Figure 4 shows the number of active infected cases in the first 500 days of SARS-CoV 2. The figure, as in the previous scenario, shows four possible outcomes of the epidemic. In the figure, we show that the per-capita transmission rate diminishes in the first days of the outbreak to a minimum and then the restriction policies are kept in time. Here is interesting to see how the predicted value of β₂(t) keeps diminishing in time after day 50 in the case of Cuba. In the case of Spain and Italy, we again observe a nearly constant value for the per-capita transmission rate, which is consistent with the outcomes of the first scenario. Here is interesting to notice how scenario 1 and scenario 2 mostly agree on the per-capita transmission rate and number of infected cases before day 50 and depicts different outcomes for the future.

Fig. 4 Number of active infected patients and values of the per-capita transmission rate in the first 500 days corresponding to scenario 2. Plots A, B, C and D show clusters of different possible future outcomes

Figure 5 presents a zoom in the first 50 days of the active infected patients and recovered patients adding the current observed times series in blue lines. Furthermore, Figure 6 shows the SEIR model parameters distribution for each of the top b = 4 possible outcomes under consideration.

Fig. 5 Active infected and recovered time series forecast and the current observed times series in blue corresponding to scenario 2. Plots A, B, C and D show clusters of different possible future outcomes

Fig. 6 Box plots presenting the SEIR model parameters distribution for each outcome corresponding to scenario 2. Plots A, B, C and D show SEIR model parameters distributions of different possible future outcomes

3.3.3 Scenario 3: Relaxing and Hardening Restriction Policies as Required

Figure 7 shows the number of active infected cases in the first 500 days of SARS-CoV 2. As before, we present four possible outcomes of the epidemic development.

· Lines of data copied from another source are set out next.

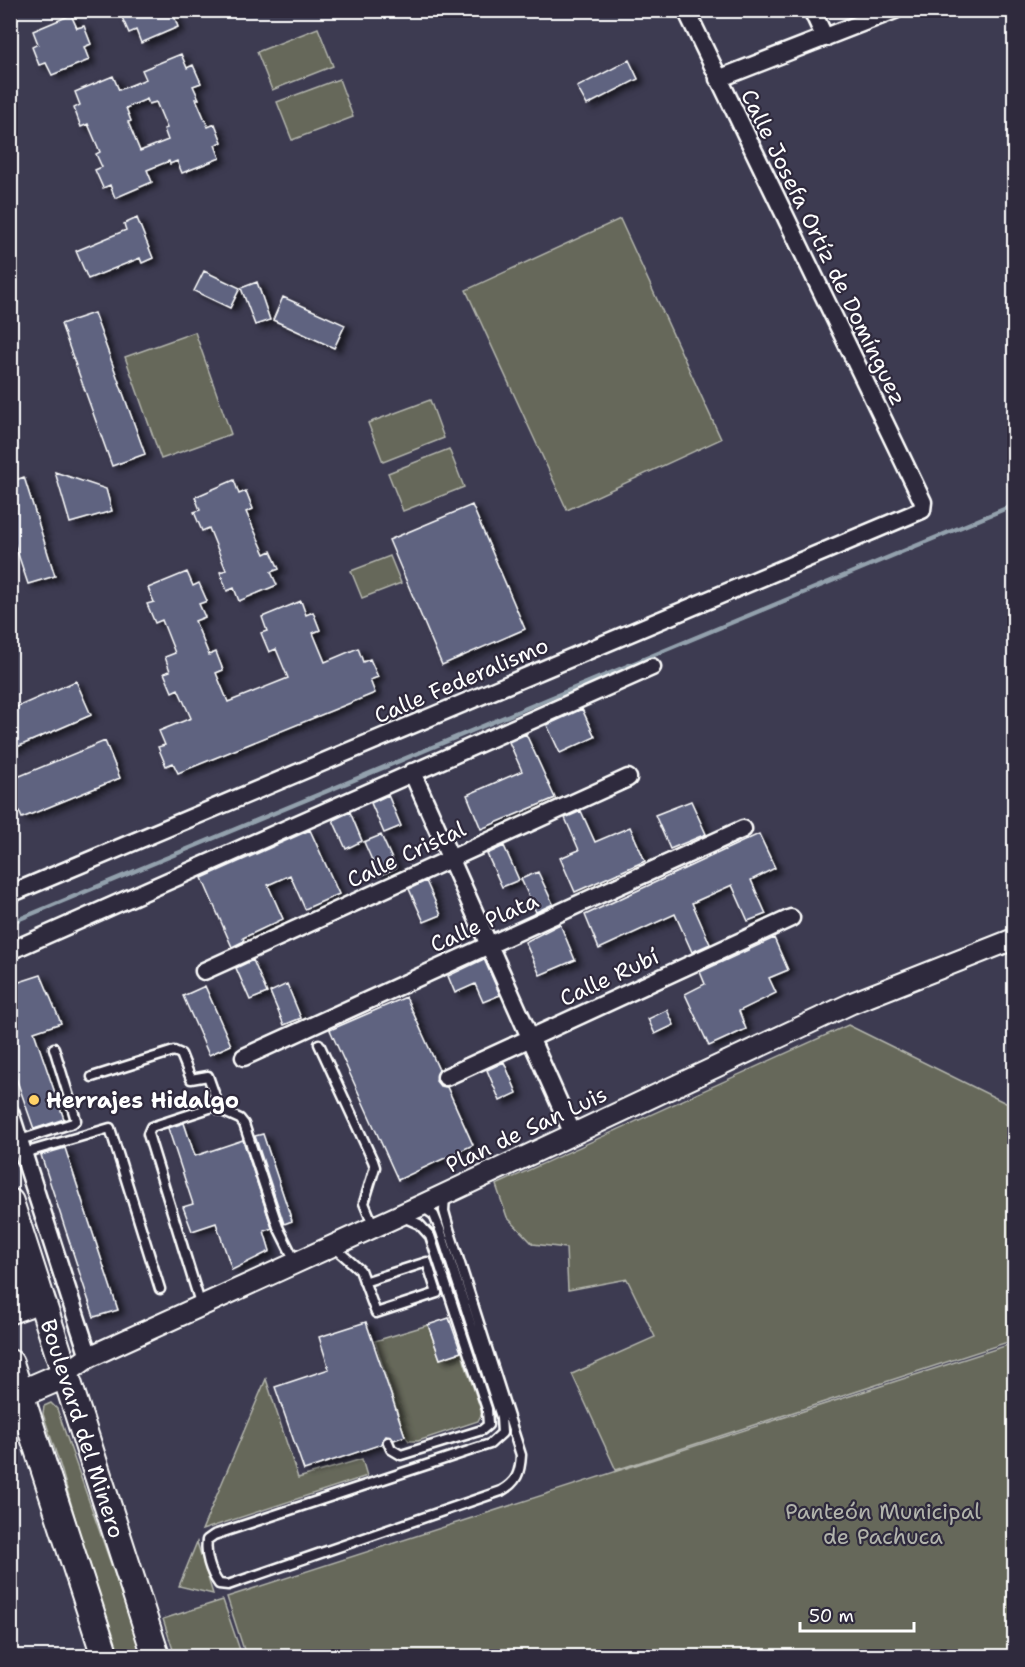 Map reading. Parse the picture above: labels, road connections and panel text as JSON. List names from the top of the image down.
{
  "streets": {
    "main road": ["Boulevard del Minero"],
    "street": [
      "Calle Josefa Ortíz de Domínguez",
      "Calle Federalismo",
      "Calle Cristal",
      "Calle Plata",
      "Calle Rubí",
      "Plan de San Luis"
    ]
  },
  "crossings": [
    ["Calle Josefa Ortíz de Domínguez", "Calle Federalismo"],
    ["Plan de San Luis", "Boulevard del Minero"]
  ],
  "parks": ["Panteón Municipal de Pachuca"],
  "places": ["Herrajes Hidalgo"],
  "scale_bar": "50 m"
}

Fig. 7 Number of active infected patients and values of the per-capita transmission rate in the first 500 days corresponding to scenario 3. Plots A, B, C and D show clusters of different possible future outcomes

In the case of Cuba, it can be observed what would happen if the restriction policies are hardened and relaxed, but only partially. Notice that special care should be taken when relaxing restriction policies: if the restriction policies are relaxed too much, that would create a peak of infected cases, as can be confirmed from the first scenario. What we see now in scenario 3, is that a considerable peak can also happen, tough in a much smaller scale (take into account the error in the plot ranging from less than half million cases to four million cases).

Figure 8 presents a zoom in the first 50 days of the active infected patients and recovered patients adding the current observed times series in blue lines. As before, the black line represents the mean of the local minima of each of the top b = 4 clusters, denoted as A, B, C and D. The red area around the mean represents the standard error of the mean.

Fig. 8 Active infected and recovered time series forecast and the current observed times series in blue corresponding to scenario 3. Plots A, B, C and D show clusters of different possible future outcomes

Notice that this scenario is fundamentally different from scenario 2, where restriction policies are kept for a long time, which is really difficult to achieve from a practical point of view. In the cases of Spain and Italy, the per-capita transmission rate is kept mainly constant as the data do not capture the effect of restriction policies at this point.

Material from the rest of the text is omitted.